By Robert Wachter
Do you get as annoyed as I do about being pressured on your “Time of Discharge?” I just received my monthly report, and we’re in The Doghouse again: our average TOD – 3:28 pm – is hours after “check-out time.”
But when did we turn into the Holiday Inn?

Let’s start by appreciating where this comes from. Many hospitals, including mine, tend to run full – given the huge fixed costs of operating a modern hospital, being full is probably the only way you can be profitable, just like the airlines. Queuing theory (don’t tell me you’ve forgotten your queuing theory!) tells us that, when you’re full, you should look for fundamental choke points and do your best to relieve them. There are PhDs working for McDonald’s whose lives are dedicated to figuring out how to avoid lines at lunchtime rush hour, and others working in aviation who model the best ways to load passengers onto planes (latest answer courtesy of a Fermi Lab astrophysicist: start in the back and load every third row, back to front, sequentially).
The main stenosis in hospitals occurs in the early afternoon: the morning’s OR cases are finishing, the ED is heating up, the clinics are sending over elective and urgent admissions, the respiratory therapists have done their weaning and “liberated” a few patients from vents… and everybody needs a floor bed. Now! But they’re all taken, since nobody’s gone home yet.

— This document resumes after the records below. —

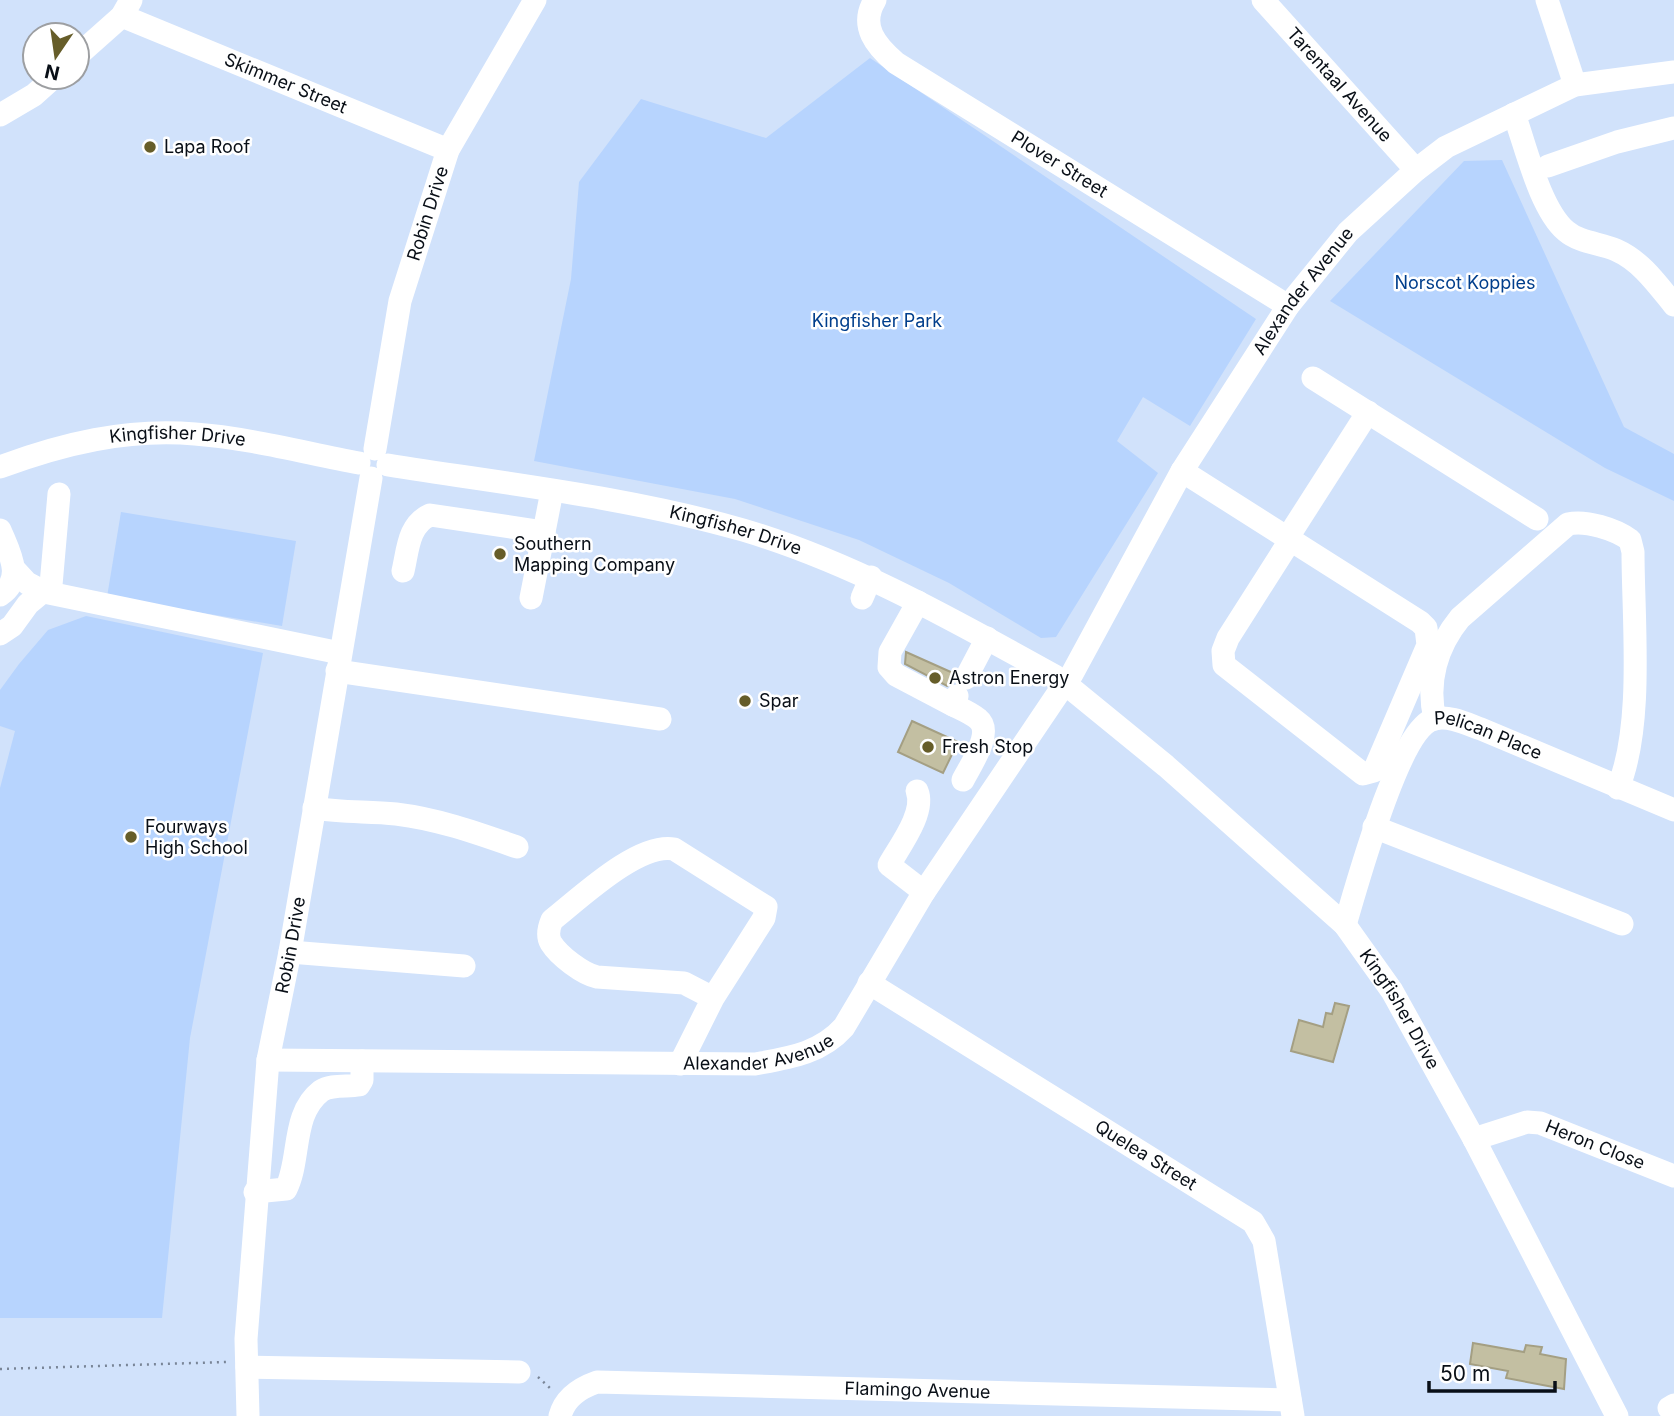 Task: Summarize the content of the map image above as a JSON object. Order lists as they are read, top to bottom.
{
  "streets": {
    "street": [
      "Skimmer Street",
      "Tarentaal Avenue",
      "Plover Street",
      "Robin Drive",
      "Alexander Avenue",
      "Kingfisher Drive",
      "Pelican Place",
      "Heron Close",
      "Quelea Street",
      "Flamingo Avenue"
    ]
  },
  "crossings": [
    ["Skimmer Street", "Robin Drive"],
    ["Tarentaal Avenue", "Alexander Avenue"],
    ["Plover Street", "Alexander Avenue"],
    ["Robin Drive", "Alexander Avenue"],
    ["Robin Drive", "Kingfisher Drive"],
    ["Alexander Avenue", "Kingfisher Drive"],
    ["Alexander Avenue", "Quelea Street"],
    ["Kingfisher Drive", "Pelican Place"],
    ["Kingfisher Drive", "Heron Close"],
    ["Quelea Street", "Flamingo Avenue"]
  ],
  "parks": ["Norscot Koppies", "Kingfisher Park"],
  "places": [
    "Lapa Roof",
    "Southern Mapping Company",
    "Astron Energy",
    "Spar",
    "Fresh Stop",
    "Fourways High School"
  ],
  "scale_bar": "50 m",
  "north": "bottom"
}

Gridlock. Bad for business.
How do you fix this? About a decade ago, some smart consultant (I can’t figure out who, but he or she must have had a terrific PowerPoint slide making this point since every hospital I know of picked up on it) came up with the solution: let’s measure and report the time of discharge by service, shining the holy light of transparency on service chiefs like me to get them cracking. And since everybody likes Goals, how about we set a guideline – “The Discharge Time on 5 South is 11 am” – and post it in every room and nurse’s station. Then it won’t be a shocker to the patients when we try to hustle grandma into the wheelchair and roll her out of her room before noon.